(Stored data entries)
----------

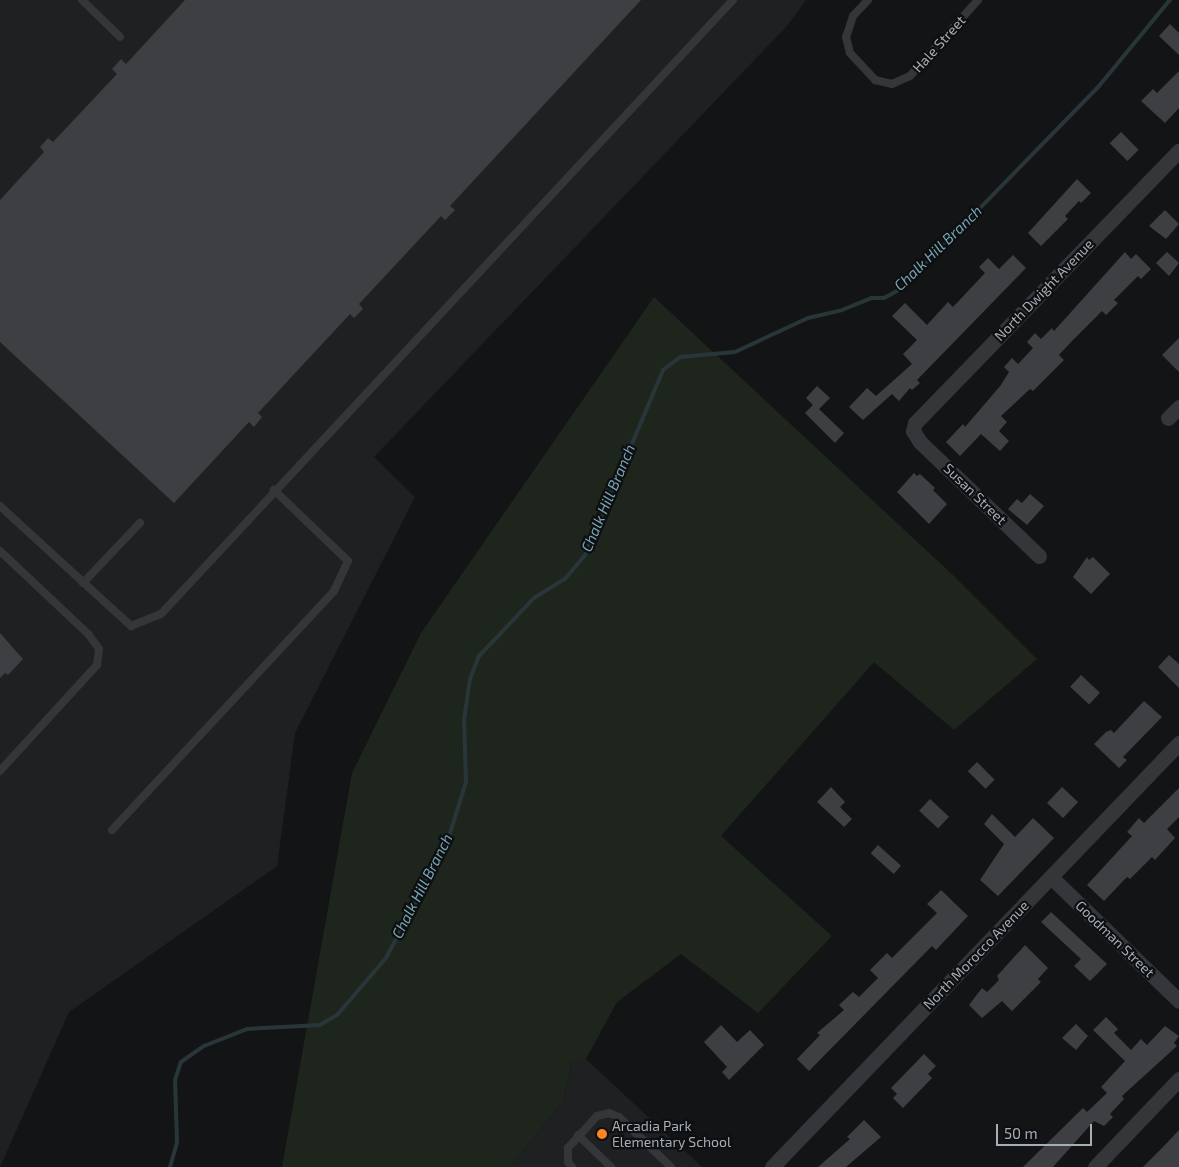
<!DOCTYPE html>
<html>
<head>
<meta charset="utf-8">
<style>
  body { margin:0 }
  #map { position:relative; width:1179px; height:1167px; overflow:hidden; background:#131415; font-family:"Exo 2",sans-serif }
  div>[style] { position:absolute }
  .built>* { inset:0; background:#1f2022 }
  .green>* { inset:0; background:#1e251d }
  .stream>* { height:4px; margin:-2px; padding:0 2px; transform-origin:2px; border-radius:2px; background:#28363a }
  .building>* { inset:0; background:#3d3f43; transform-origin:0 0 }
  .lane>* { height:8px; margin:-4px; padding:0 4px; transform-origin:4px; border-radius:4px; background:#34363a }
  .street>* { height:15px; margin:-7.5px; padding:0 7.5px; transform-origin:7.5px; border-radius:7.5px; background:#34363a }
  .dots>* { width:14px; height:14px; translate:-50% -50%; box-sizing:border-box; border:2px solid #0e0f10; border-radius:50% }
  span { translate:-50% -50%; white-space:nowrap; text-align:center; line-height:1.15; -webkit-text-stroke:4.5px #0e0f10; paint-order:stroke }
  .street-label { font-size:14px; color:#a4aeb7 }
  .poi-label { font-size:14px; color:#a4aeb7 }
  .left { translate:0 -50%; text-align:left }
  .water-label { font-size:15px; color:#77a5b5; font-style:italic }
  .scale { position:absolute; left:996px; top:1124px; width:96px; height:22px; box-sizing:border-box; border:2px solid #a4aeb7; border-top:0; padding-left:6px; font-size:15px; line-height:18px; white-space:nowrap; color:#a4aeb7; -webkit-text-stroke:4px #0e0f10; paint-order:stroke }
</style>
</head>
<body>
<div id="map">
  <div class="built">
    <i style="clip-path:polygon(0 0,806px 0,787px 26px,374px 457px,415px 497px,295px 733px,277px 866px,69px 1012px,0 1167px)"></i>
    <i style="clip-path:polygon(586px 1059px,702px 1167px,510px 1167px,563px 1101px,571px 1064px)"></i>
  </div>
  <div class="green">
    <i style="clip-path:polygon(654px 297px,955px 577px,1037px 659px,954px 730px,874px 662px,721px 836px,832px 936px,758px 1013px,681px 954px,617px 1002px,586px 1059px,571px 1064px,563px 1101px,510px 1167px,282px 1167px,352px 773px,421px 633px)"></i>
  </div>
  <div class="stream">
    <i style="left:170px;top:1167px;width:26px;rotate:-74deg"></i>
    <i style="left:177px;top:1142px;width:62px;rotate:-91.8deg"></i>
    <i style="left:175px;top:1080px;width:19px;rotate:-72deg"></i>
    <i style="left:181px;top:1062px;width:28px;rotate:-35deg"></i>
    <i style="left:204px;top:1046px;width:46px;rotate:-21.6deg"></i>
    <i style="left:247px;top:1029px;width:73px;rotate:-3.1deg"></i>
    <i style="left:320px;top:1025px;width:21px;rotate:-31deg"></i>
    <i style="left:338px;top:1014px;width:74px;rotate:-49.4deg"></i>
    <i style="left:386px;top:958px;width:130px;rotate:-62.1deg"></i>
    <i style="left:447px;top:843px;width:64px;rotate:-72.7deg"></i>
    <i style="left:466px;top:782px;width:62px;rotate:-91.8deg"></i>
    <i style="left:464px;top:720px;width:41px;rotate:-81.7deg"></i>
    <i style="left:470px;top:679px;width:25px;rotate:-69deg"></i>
    <i style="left:479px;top:656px;width:80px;rotate:-46.5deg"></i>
    <i style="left:534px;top:598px;width:36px;rotate:-32deg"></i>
    <i style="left:565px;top:579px;width:31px;rotate:-50deg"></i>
    <i style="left:585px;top:555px;width:201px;rotate:-67.1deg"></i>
    <i style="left:663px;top:370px;width:21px;rotate:-37deg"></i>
    <i style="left:680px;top:357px;width:55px;rotate:-5.2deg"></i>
    <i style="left:735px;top:352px;width:81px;rotate:-25deg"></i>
    <i style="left:808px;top:318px;width:35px;rotate:-13deg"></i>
    <i style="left:842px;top:310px;width:31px;rotate:-22deg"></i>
    <i style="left:871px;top:298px;width:13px"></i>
    <i style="left:884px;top:298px;width:19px;rotate:-28deg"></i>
    <i style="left:901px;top:289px;width:284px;rotate:-45.7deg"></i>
    <i style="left:1099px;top:86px;width:112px;rotate:-50.5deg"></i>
  </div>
  <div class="building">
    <i style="clip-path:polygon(185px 0,641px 0,450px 206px,455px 210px,445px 220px,441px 216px,359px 304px,363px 309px,354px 318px,350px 314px,258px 413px,262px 417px,254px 427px,249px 422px,174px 503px,0 342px,0 200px,44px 152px,40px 147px,48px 138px,53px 142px,117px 74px,112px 69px,121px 59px,126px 64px)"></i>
    <i style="clip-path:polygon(1170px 24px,1179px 33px,1179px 55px,1159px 36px)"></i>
    <i style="clip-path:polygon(1179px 71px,1179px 108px,1165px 123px,1141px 101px,1153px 89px,1157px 93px)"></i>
    <i style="left:1121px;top:132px;width:25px;height:16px;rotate:45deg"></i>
    <i style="clip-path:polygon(1077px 179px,1091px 193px,1081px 203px,1079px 201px,1065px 216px,1068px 219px,1041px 246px,1028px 233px)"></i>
    <i style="clip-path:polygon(1165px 210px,1179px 224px,1166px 239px,1149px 226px)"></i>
    <i style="clip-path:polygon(1125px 252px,1131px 259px,1136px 254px,1151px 269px,1141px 279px,1138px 276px,1114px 300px,1118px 303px,1106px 315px,1102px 311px,1073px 340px,1059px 355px,1064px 360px,1033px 391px,1030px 389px,1001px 416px,1007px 422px,999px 431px,1009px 441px,1000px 451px,981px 434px,960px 456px,946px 442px,963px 424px,965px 427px,1001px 385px,1009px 372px,1004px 367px,1012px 358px,1018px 364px,1033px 348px,1027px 342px,1035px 333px,1041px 339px,1052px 328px,1054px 331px)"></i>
    <i style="clip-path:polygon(1167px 252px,1179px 263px,1169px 276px,1156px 263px)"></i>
    <i style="clip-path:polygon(1013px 255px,1026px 268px,917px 380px,920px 383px,912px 390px,910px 388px,899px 401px,892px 394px,863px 420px,849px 407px,867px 388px,876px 396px,912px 364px,903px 354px,917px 340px,892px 316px,905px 303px,927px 325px,948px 302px,953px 307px,985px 273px,979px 267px,988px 258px,999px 269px)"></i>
    <i style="clip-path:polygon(1179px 338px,1179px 372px,1162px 355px)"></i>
    <i style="clip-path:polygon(817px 386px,830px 398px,819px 409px,844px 433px,835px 443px,805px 413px,813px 405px,806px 398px)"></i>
    <i style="clip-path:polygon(914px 473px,917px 476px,920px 474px,935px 488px,933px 490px,947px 504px,929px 524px,897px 492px)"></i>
    <i style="clip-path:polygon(1030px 494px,1044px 506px,1027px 525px,1008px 509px,1017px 499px,1022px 503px)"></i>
    <i style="clip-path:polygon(1087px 557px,1089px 560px,1093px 557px,1110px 574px,1091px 594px,1073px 577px)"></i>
    <i style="clip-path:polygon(0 633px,23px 659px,8px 675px,5px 673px,0 678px)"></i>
    <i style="clip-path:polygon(1169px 655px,1179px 664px,1179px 688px,1158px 667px)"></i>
    <i style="left:1081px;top:675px;width:26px;height:16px;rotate:43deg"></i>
    <i style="clip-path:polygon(1144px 701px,1162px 717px,1123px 757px,1127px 760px,1119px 768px,1094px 744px,1106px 732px,1111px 730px,1114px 733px)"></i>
    <i style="left:977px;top:762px;width:25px;height:13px;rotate:45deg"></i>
    <i style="clip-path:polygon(831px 787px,845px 802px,840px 807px,852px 819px,844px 827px,817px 802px)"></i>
    <i style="left:1062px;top:787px;width:22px;height:22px;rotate:43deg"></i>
    <i style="clip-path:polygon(1179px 788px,1179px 817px,1167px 829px,1175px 838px,1155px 860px,1152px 857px,1130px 879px,1127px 877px,1104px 901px,1087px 885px,1132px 836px,1127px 832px,1139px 818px,1144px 823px)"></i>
    <i style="left:930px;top:799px;width:26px;height:16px;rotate:43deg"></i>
    <i style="clip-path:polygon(992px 814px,1015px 837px,1033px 818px,1054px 838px,998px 896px,980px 880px,1004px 844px,984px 824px)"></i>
    <i style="left:878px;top:845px;width:31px;height:11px;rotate:42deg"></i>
    <i style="clip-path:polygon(941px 890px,968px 916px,936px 950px,932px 946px,809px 1071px,797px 1059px,820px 1035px,817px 1033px,844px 1010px,839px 1005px,853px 992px,859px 997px,878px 978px,870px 970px,887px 953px,892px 958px,937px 913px,927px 904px)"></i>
    <i style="clip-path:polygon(1051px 912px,1107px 964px,1090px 981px,1074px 966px,1081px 959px,1041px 922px)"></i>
    <i style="clip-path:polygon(1025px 945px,1048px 968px,1038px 979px,1041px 982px,1012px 1011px,1002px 1001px,982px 1018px,969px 1005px,982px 988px,987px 992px,999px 980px,997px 976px)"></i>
    <i style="clip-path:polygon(1106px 1017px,1118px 1029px,1114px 1033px,1131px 1050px,1141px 1039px,1147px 1045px,1165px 1026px,1179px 1036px,1174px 1043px,1177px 1046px,1122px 1096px,1124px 1099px,1110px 1114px,1113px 1117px,1104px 1126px,1094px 1121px,1053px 1167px,1023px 1167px,1083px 1108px,1087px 1112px,1107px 1093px,1101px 1087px,1125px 1061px,1093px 1030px)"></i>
    <i style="clip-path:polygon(1076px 1024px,1088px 1036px,1076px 1050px,1062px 1038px)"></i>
    <i style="clip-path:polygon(721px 1025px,737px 1042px,750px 1030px,764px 1045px,729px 1080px,722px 1072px,727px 1067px,704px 1042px)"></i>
    <i style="clip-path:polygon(924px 1054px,936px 1066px,928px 1074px,932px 1078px,903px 1108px,893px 1098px,897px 1094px,891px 1088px)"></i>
    <i style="clip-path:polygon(864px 1120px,881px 1137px,846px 1167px,818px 1167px,850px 1139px,847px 1137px)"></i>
    <i style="clip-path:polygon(1179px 1130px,1179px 1167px,1143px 1167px,1163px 1147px)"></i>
  </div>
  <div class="lane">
    <i style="left:82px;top:0;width:53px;rotate:44.2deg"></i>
    <i style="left:868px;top:0;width:22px;rotate:133deg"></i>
    <i style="left:853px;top:16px;width:22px;rotate:108deg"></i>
    <i style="left:846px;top:37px;width:16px;rotate:76deg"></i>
    <i style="left:850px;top:53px;width:37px;rotate:47deg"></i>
    <i style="left:875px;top:80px;width:17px;rotate:13deg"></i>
    <i style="left:892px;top:84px;width:20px;rotate:-24deg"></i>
    <i style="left:910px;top:76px;width:102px;rotate:-48.2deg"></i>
    <i style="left:0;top:506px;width:178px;rotate:42.5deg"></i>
    <i style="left:131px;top:626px;width:32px;rotate:-22deg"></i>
    <i style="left:161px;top:614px;width:839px;rotate:-47.03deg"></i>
    <i style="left:0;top:551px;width:122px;rotate:43.3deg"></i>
    <i style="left:89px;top:635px;width:17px;rotate:54deg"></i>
    <i style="left:99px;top:649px;width:16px;rotate:97deg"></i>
    <i style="left:97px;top:665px;width:144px;rotate:132.5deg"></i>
    <i style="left:83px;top:583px;width:83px;rotate:-46.5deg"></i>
    <i style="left:112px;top:830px;width:326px;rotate:-47.1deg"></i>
    <i style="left:334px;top:591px;width:33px;rotate:-65deg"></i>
    <i style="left:348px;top:561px;width:103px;rotate:-136.2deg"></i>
    <i style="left:578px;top:1135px;width:46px;rotate:44.1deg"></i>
    <i style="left:572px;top:1167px;width:6px;rotate:-129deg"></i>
    <i style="left:568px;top:1162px;width:14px;rotate:-90deg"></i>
    <i style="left:568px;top:1148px;width:43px;rotate:-47.8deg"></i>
    <i style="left:597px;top:1116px;width:12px;rotate:-14deg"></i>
    <i style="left:609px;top:1113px;width:11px;rotate:22deg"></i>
    <i style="left:619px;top:1117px;width:72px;rotate:43.9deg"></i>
  </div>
  <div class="street">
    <i style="left:1168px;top:418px;width:16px;rotate:-45deg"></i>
    <i style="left:1039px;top:556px;width:165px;rotate:-136.2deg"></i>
    <i style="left:920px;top:442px;width:13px;rotate:-122deg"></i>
    <i style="left:913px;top:431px;width:8px;rotate:-76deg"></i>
    <i style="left:915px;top:423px;width:379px;rotate:-45.9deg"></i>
    <i style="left:1051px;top:877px;width:178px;rotate:44.1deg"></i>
    <i style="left:772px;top:1167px;width:588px;rotate:-46.17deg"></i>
    <i style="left:1095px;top:1167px;width:122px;rotate:-46.3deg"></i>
  </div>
  <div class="dots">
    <i style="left:602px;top:1134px;background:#ff8521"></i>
  </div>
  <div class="street-label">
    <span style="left:939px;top:44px;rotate:-48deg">Hale Street</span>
    <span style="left:1044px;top:290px;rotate:-46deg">North Dwight Avenue</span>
    <span style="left:975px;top:494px;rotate:44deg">Susan Street</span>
    <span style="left:1115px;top:939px;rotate:44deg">Goodman Street</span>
    <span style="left:976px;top:955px;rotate:-46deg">North Morocco Avenue</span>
  </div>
  <div class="poi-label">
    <span class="left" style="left:612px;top:1134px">Arcadia Park<br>Elementary School</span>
  </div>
  <div class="water-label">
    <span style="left:938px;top:248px;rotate:-44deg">Chalk Hill Branch</span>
    <span style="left:608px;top:498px;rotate:-67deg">Chalk Hill Branch</span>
    <span style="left:422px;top:886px;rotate:-63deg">Chalk Hill Branch</span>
  </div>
  <div class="scale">50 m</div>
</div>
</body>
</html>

----------

Taking every line of the records in turn, count the ones holding "stream", and state nothing but the number.

2